Below is a listing to copy exactly; no image goes into the copy.

******

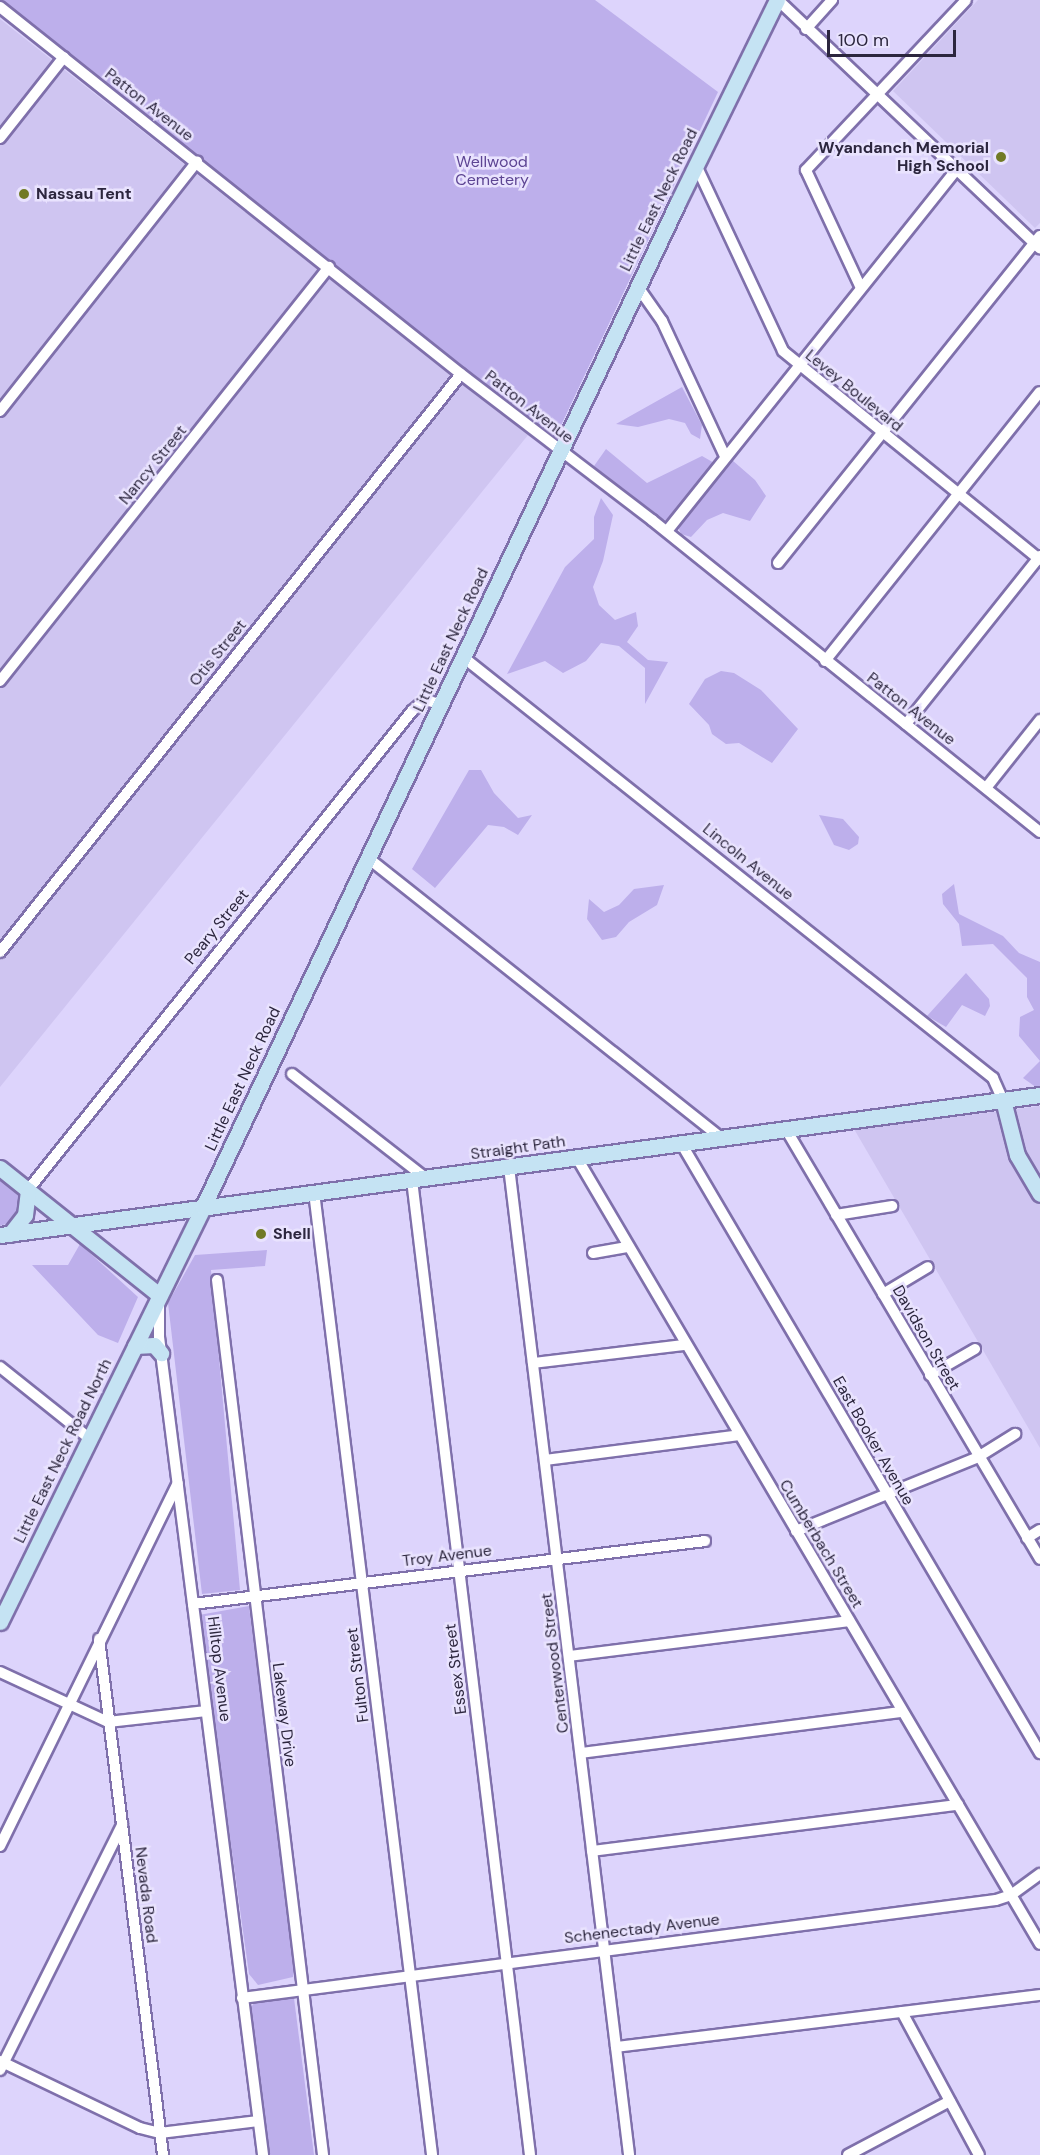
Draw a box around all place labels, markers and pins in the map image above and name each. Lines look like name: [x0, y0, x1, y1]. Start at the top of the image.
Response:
place label: Wyandanch Memorial High School: [818, 138, 989, 176]
marker: Wyandanch Memorial High School: [994, 150, 1008, 164]
place label: Nassau Tent: [36, 184, 132, 204]
marker: Nassau Tent: [17, 187, 31, 201]
place label: Shell: [273, 1224, 311, 1244]
marker: Shell: [254, 1227, 268, 1241]

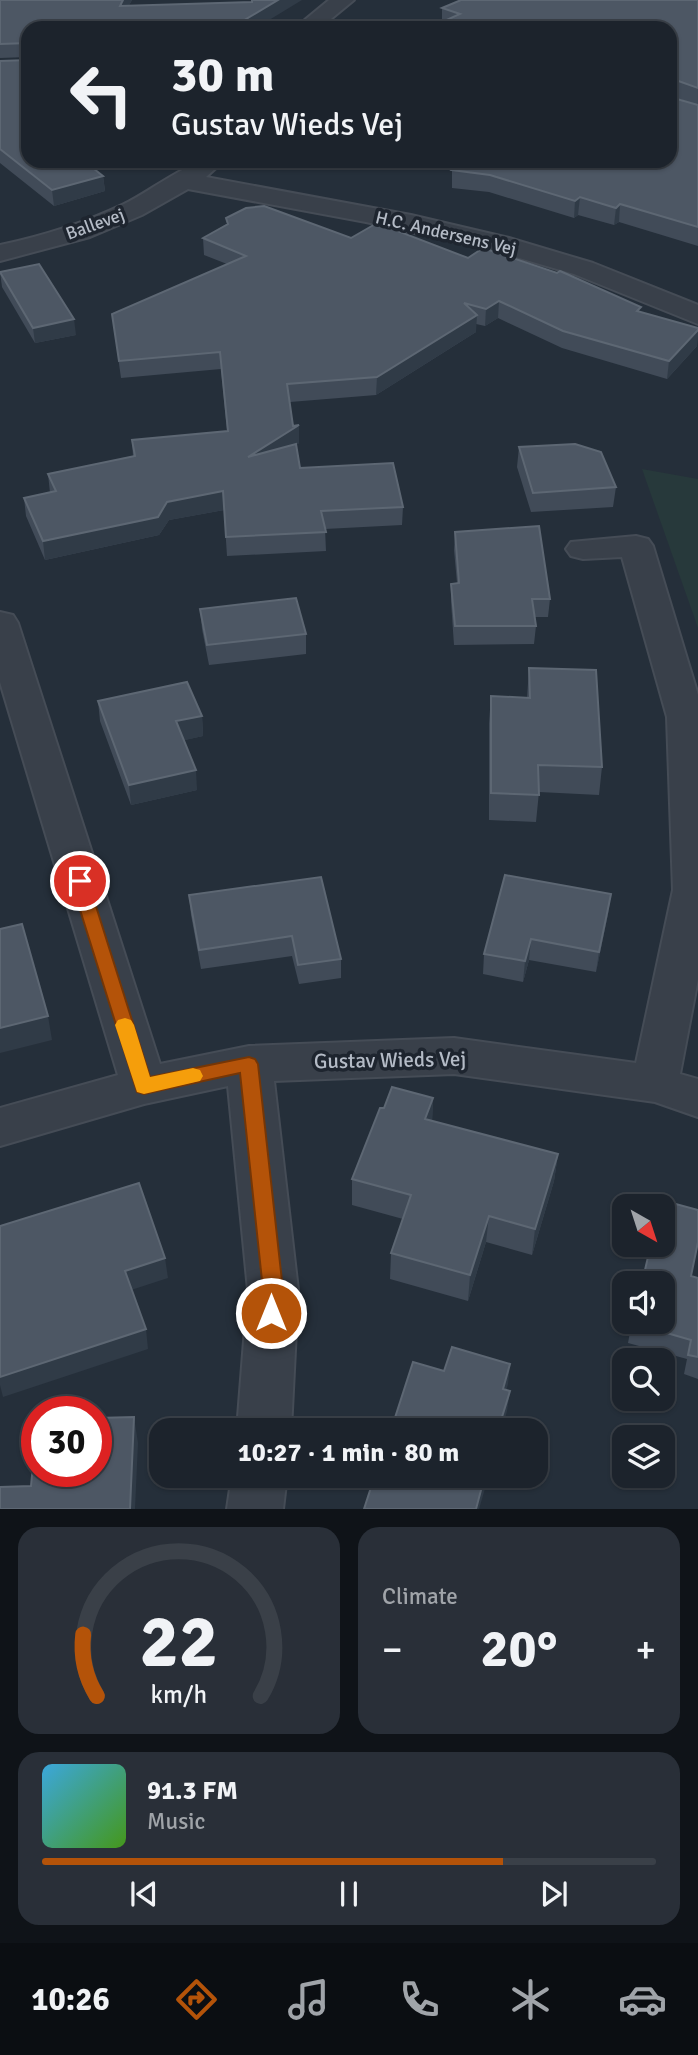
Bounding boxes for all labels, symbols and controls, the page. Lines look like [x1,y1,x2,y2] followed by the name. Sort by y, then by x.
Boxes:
[171,45,274,105] text: 30 m
[56,49,147,140] icon: left
[171,105,403,144] text: Gustav Wieds Vej
[63,203,127,245] street label: Ballevej
[373,206,519,260] street label: H.C. Andersens Vej
[50,851,110,911] pin
[61,862,99,900] icon: arrive
[314,1046,466,1074] street label: Gustav Wieds Vej
[612,1194,676,1256] north arrow
[612,1194,675,1488] map controls
[612,1271,675,1334] button: sound
[234,1276,308,1350] position arrow
[612,1348,675,1411] button: search
[21,1396,112,1487] speed limit sign: 30
[612,1425,675,1488] button: layers
[238,1437,459,1469] text: 10:27 · 1 min · 80 m
[382,1582,458,1611] text: Climate
[140,1599,218,1688] text: 22
[481,1617,557,1681] text: 20°
[382,1626,403,1673] text: −
[635,1626,656,1673] text: +
[151,1679,207,1710] text: km/h
[147,1775,238,1807] text: 91.3 FM
[147,1807,205,1836] text: Music
[125,1875,163,1913] icon: previous
[330,1875,368,1913] icon: pause
[535,1875,573,1913] icon: next
[172,1975,221,2024] icon: directions
[284,1975,333,2024] icon: music
[395,1975,444,2024] icon: phone
[506,1975,555,2024] icon: climate
[618,1975,667,2024] icon: car
[31,1980,110,2019] text: 10:26

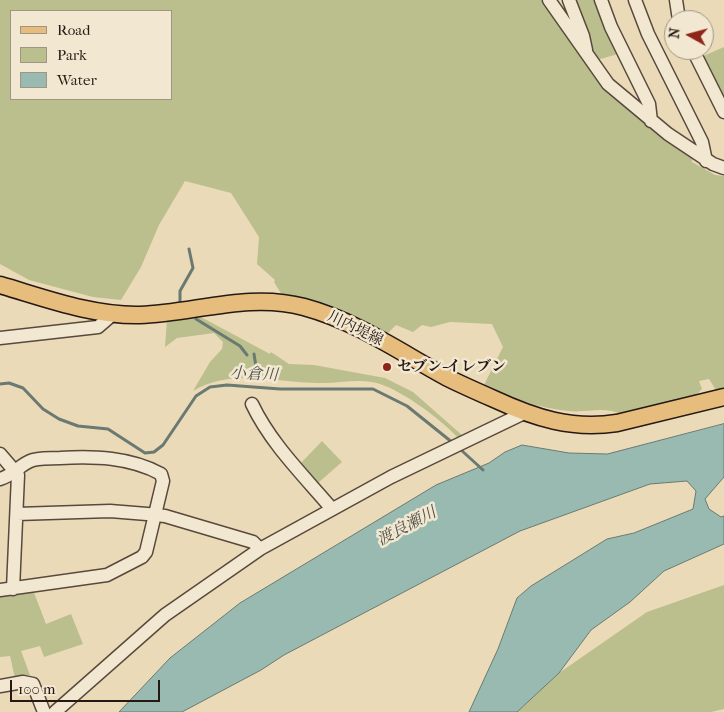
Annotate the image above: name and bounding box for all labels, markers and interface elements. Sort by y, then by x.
legend [10,10,172,100]
north arrow [664,10,714,60]
text: Road [57,21,90,39]
text: N [666,27,684,40]
text: Park [57,46,87,64]
text: Water [57,71,97,89]
street label: 川内堤線 [324,308,386,350]
place label: セブン-イレブン [397,358,506,376]
marker: セブン-イレブン [381,361,393,373]
water label: 小倉川 [230,364,278,386]
water label: 渡良瀬川 [374,504,440,550]
scale bar [12,670,162,702]
text: 100 m [18,680,56,698]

******

Your response:
Draw a box around all place labels, markers and pins in the map image above and name each. Lines look like name: [x0, y0, x1, y1]. Start at the top of the image.
Response:
place label: Wyandanch Memorial High School: [818, 138, 989, 176]
marker: Wyandanch Memorial High School: [994, 150, 1008, 164]
place label: Nassau Tent: [36, 184, 132, 204]
marker: Nassau Tent: [17, 187, 31, 201]
place label: Shell: [273, 1224, 311, 1244]
marker: Shell: [254, 1227, 268, 1241]

Bounding boxes for all labels, symbols and controls, the page. Lines look like [x1,y1,x2,y2] followed by the name. Sort by y, then by x.
Boxes:
[171,45,274,105] text: 30 m
[56,49,147,140] icon: left
[171,105,403,144] text: Gustav Wieds Vej
[63,203,127,245] street label: Ballevej
[373,206,519,260] street label: H.C. Andersens Vej
[50,851,110,911] pin
[61,862,99,900] icon: arrive
[314,1046,466,1074] street label: Gustav Wieds Vej
[612,1194,676,1256] north arrow
[612,1194,675,1488] map controls
[612,1271,675,1334] button: sound
[234,1276,308,1350] position arrow
[612,1348,675,1411] button: search
[21,1396,112,1487] speed limit sign: 30
[612,1425,675,1488] button: layers
[238,1437,459,1469] text: 10:27 · 1 min · 80 m
[382,1582,458,1611] text: Climate
[140,1599,218,1688] text: 22
[481,1617,557,1681] text: 20°
[382,1626,403,1673] text: −
[635,1626,656,1673] text: +
[151,1679,207,1710] text: km/h
[147,1775,238,1807] text: 91.3 FM
[147,1807,205,1836] text: Music
[125,1875,163,1913] icon: previous
[330,1875,368,1913] icon: pause
[535,1875,573,1913] icon: next
[172,1975,221,2024] icon: directions
[284,1975,333,2024] icon: music
[395,1975,444,2024] icon: phone
[506,1975,555,2024] icon: climate
[618,1975,667,2024] icon: car
[31,1980,110,2019] text: 10:26

Annotate the image above: name and bounding box for all labels, markers and interface elements. Sort by y, then by x.
legend [10,10,172,100]
north arrow [664,10,714,60]
text: Road [57,21,90,39]
text: N [666,27,684,40]
text: Park [57,46,87,64]
text: Water [57,71,97,89]
street label: 川内堤線 [324,308,386,350]
place label: セブン-イレブン [397,358,506,376]
marker: セブン-イレブン [381,361,393,373]
water label: 小倉川 [230,364,278,386]
water label: 渡良瀬川 [374,504,440,550]
scale bar [12,670,162,702]
text: 100 m [18,680,56,698]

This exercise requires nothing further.